## Exercise prompt
Set down a word-for-word copy of the data below, limited to the lines from the first through the line with "g.font = font".

## Recorded data
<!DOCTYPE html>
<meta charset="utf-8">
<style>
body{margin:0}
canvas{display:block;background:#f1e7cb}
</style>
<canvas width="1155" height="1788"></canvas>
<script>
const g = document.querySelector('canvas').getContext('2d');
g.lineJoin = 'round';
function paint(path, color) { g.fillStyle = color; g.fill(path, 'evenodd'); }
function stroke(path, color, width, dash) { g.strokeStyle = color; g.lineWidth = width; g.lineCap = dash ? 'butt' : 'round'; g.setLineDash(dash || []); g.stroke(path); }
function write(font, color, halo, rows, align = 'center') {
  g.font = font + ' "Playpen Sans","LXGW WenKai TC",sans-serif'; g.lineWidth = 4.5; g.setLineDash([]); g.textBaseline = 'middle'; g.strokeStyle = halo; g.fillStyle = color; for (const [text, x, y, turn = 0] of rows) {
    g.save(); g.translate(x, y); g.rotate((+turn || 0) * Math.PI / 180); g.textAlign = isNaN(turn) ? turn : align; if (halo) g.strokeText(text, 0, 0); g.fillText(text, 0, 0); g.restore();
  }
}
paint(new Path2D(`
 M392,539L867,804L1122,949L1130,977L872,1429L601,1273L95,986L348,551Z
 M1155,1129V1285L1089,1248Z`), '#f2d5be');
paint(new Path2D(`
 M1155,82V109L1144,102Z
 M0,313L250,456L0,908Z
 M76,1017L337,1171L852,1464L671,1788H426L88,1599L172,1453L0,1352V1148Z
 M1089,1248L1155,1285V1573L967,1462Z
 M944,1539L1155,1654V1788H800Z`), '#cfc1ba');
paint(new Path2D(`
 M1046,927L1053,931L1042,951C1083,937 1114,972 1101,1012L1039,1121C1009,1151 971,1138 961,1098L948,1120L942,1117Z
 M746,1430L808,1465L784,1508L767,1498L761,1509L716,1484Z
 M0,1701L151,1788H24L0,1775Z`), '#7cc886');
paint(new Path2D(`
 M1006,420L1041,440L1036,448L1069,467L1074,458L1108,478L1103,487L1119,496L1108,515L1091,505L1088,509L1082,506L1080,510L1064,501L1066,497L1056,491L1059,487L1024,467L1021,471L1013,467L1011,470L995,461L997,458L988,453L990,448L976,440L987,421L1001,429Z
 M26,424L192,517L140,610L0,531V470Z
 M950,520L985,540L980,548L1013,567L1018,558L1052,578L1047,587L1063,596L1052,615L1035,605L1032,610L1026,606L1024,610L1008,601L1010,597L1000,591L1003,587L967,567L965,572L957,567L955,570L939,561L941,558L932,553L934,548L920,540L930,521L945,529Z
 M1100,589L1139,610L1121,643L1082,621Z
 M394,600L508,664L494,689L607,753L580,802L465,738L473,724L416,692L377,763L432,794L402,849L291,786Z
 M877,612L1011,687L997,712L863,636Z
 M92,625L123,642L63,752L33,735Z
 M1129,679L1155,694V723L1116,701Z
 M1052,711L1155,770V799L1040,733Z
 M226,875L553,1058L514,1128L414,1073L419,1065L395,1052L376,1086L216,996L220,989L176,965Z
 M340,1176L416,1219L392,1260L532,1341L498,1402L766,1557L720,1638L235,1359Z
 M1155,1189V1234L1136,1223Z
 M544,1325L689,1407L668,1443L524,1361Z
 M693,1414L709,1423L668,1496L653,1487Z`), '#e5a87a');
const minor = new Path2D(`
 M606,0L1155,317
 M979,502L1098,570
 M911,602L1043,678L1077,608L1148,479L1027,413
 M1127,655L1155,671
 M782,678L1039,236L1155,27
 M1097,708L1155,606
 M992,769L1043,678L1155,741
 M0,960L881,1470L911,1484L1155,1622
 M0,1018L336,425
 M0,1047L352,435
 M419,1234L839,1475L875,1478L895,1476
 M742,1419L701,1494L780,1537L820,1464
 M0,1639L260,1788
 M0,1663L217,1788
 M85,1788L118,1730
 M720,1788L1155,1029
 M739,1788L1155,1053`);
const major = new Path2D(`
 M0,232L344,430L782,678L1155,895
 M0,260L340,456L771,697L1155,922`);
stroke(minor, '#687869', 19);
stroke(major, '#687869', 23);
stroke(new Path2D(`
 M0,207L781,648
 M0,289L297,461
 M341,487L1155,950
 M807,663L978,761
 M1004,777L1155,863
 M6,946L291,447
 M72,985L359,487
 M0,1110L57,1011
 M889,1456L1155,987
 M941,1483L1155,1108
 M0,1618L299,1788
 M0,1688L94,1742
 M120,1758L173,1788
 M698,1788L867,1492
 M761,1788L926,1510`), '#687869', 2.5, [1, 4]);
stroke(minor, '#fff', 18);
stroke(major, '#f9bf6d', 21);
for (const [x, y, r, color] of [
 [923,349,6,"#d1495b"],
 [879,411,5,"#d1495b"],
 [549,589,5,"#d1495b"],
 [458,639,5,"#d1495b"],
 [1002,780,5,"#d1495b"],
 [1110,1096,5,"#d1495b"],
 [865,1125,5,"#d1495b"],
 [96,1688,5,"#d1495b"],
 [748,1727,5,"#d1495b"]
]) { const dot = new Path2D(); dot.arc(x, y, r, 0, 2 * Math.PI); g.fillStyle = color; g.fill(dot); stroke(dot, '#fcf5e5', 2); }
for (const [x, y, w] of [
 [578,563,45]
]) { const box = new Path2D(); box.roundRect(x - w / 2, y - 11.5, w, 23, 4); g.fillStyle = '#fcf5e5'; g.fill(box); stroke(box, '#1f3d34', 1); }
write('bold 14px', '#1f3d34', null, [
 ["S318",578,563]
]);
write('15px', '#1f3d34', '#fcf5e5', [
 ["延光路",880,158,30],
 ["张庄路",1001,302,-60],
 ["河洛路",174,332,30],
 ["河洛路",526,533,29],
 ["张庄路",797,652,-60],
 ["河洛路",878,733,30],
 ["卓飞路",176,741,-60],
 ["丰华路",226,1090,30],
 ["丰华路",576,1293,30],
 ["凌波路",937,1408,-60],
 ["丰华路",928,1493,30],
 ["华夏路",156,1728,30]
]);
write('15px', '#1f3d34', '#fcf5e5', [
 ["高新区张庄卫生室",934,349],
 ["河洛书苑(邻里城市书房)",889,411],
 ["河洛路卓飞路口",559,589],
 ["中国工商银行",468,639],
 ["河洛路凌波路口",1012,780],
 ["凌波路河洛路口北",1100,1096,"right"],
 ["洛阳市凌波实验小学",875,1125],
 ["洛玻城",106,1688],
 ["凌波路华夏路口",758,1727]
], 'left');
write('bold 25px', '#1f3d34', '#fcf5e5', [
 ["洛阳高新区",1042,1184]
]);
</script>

## Written response
<!DOCTYPE html>
<meta charset="utf-8">
<style>
body{margin:0}
canvas{display:block;background:#f1e7cb}
</style>
<canvas width="1155" height="1788"></canvas>
<script>
const g = document.querySelector('canvas').getContext('2d');
g.lineJoin = 'round';
function paint(path, color) { g.fillStyle = color; g.fill(path, 'evenodd'); }
function stroke(path, color, width, dash) { g.strokeStyle = color; g.lineWidth = width; g.lineCap = dash ? 'butt' : 'round'; g.setLineDash(dash || []); g.stroke(path); }
function write(font, color, halo, rows, align = 'center') {
  g.font = font + ' "Playpen Sans","LXGW WenKai TC",sans-serif'; g.lineWidth = 4.5; g.setLineDash([]); g.textBaseline = 'middle'; g.strokeStyle = halo; g.fillStyle = color; for (const [text, x, y, turn = 0] of rows) {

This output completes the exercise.